The SARS-CoV-2 virus can persist in smell-sensing neurons in some Covid-19 patients for several months after infection, affecting the ability of cells to function, according to an analysis of 11 patients and hamsters. .

The results may help explain why many Covid-19 patients lose the ability to smell or taste, a symptom that can remain after others have remitted.

Over the past year, researchers have learned a lot about how SARS-CoV-2 impacts cells and organs in the body. However, certain aspects of the disease remain a mystery.

One of the most common symptoms of Covid-19 is loss of smell or taste, and studies suggest that this symptom sometimes lasts for months after the acute phase of infection.
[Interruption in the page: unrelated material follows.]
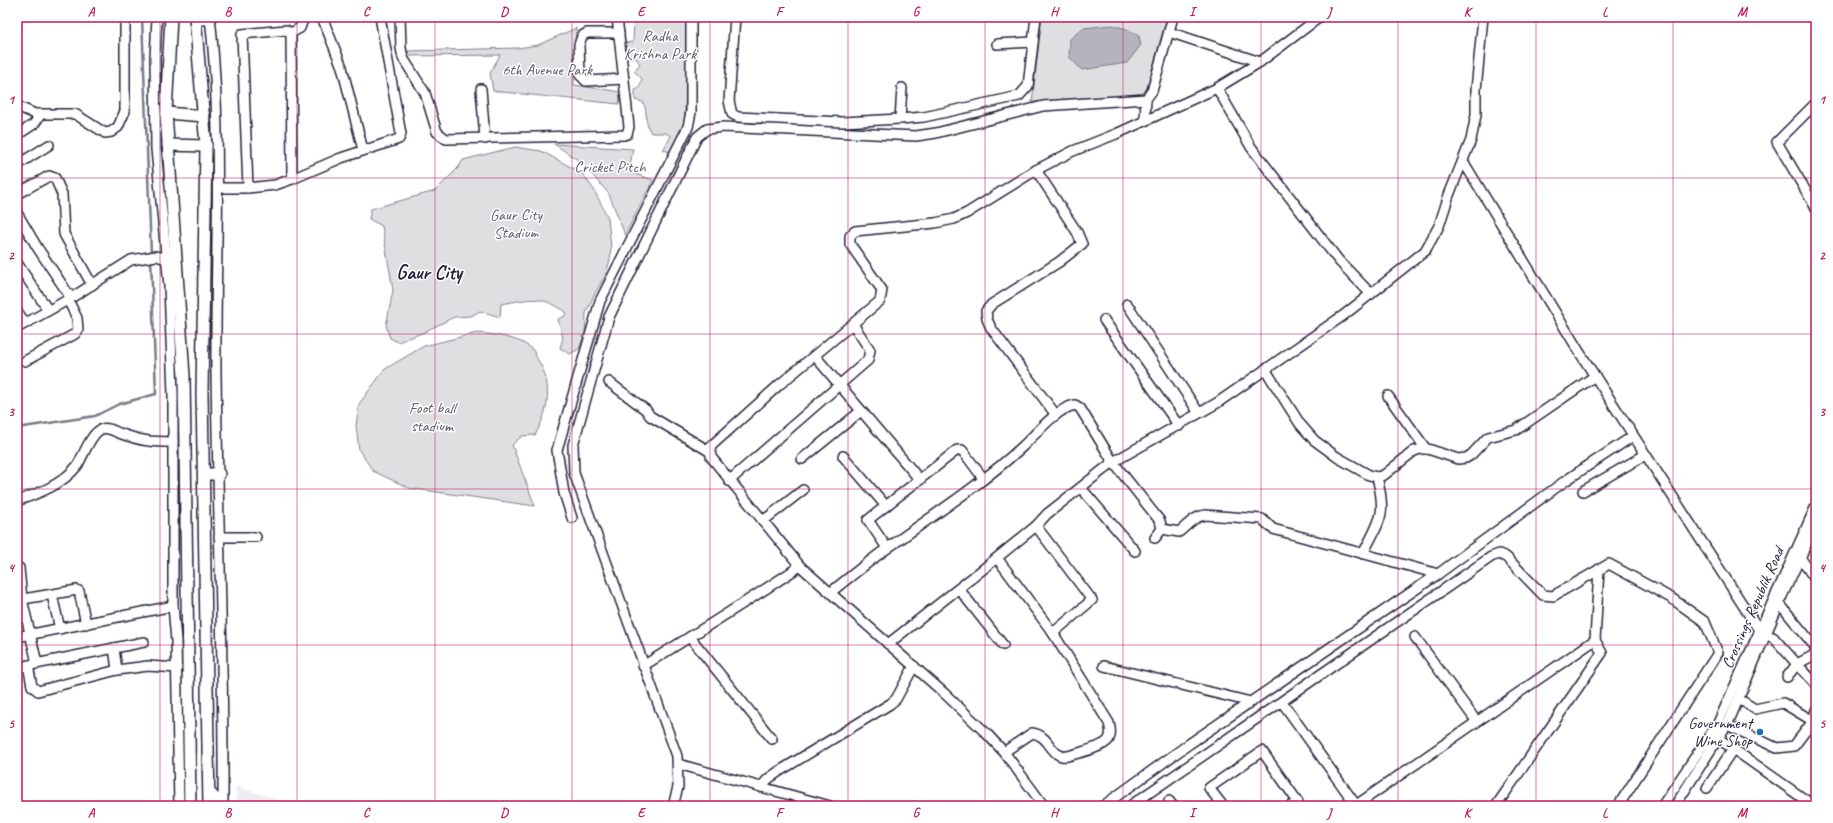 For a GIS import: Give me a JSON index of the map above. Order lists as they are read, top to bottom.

But scientists are not sure why and how the virus affects the olfactory system at the cellular and molecular level.

Using non-invasive nasal brush sampling, Guilherme Dias de Melo and his team from the Pasteur Institute (France) analyzed the neuroepitelio olfatorio, a specialized lining of odor-sensitive cells within the nasal cavity, in 7 mild Covid-19 patients who reported loss of smell.

One of the most common symptoms of Covid-19 is loss of smell or taste

The researchers found that SARS-CoV-2 infected and replicated in smell-sensitive neurons, immune cells, and other cell types in the neuroepithelium, causing inflammation and cell death.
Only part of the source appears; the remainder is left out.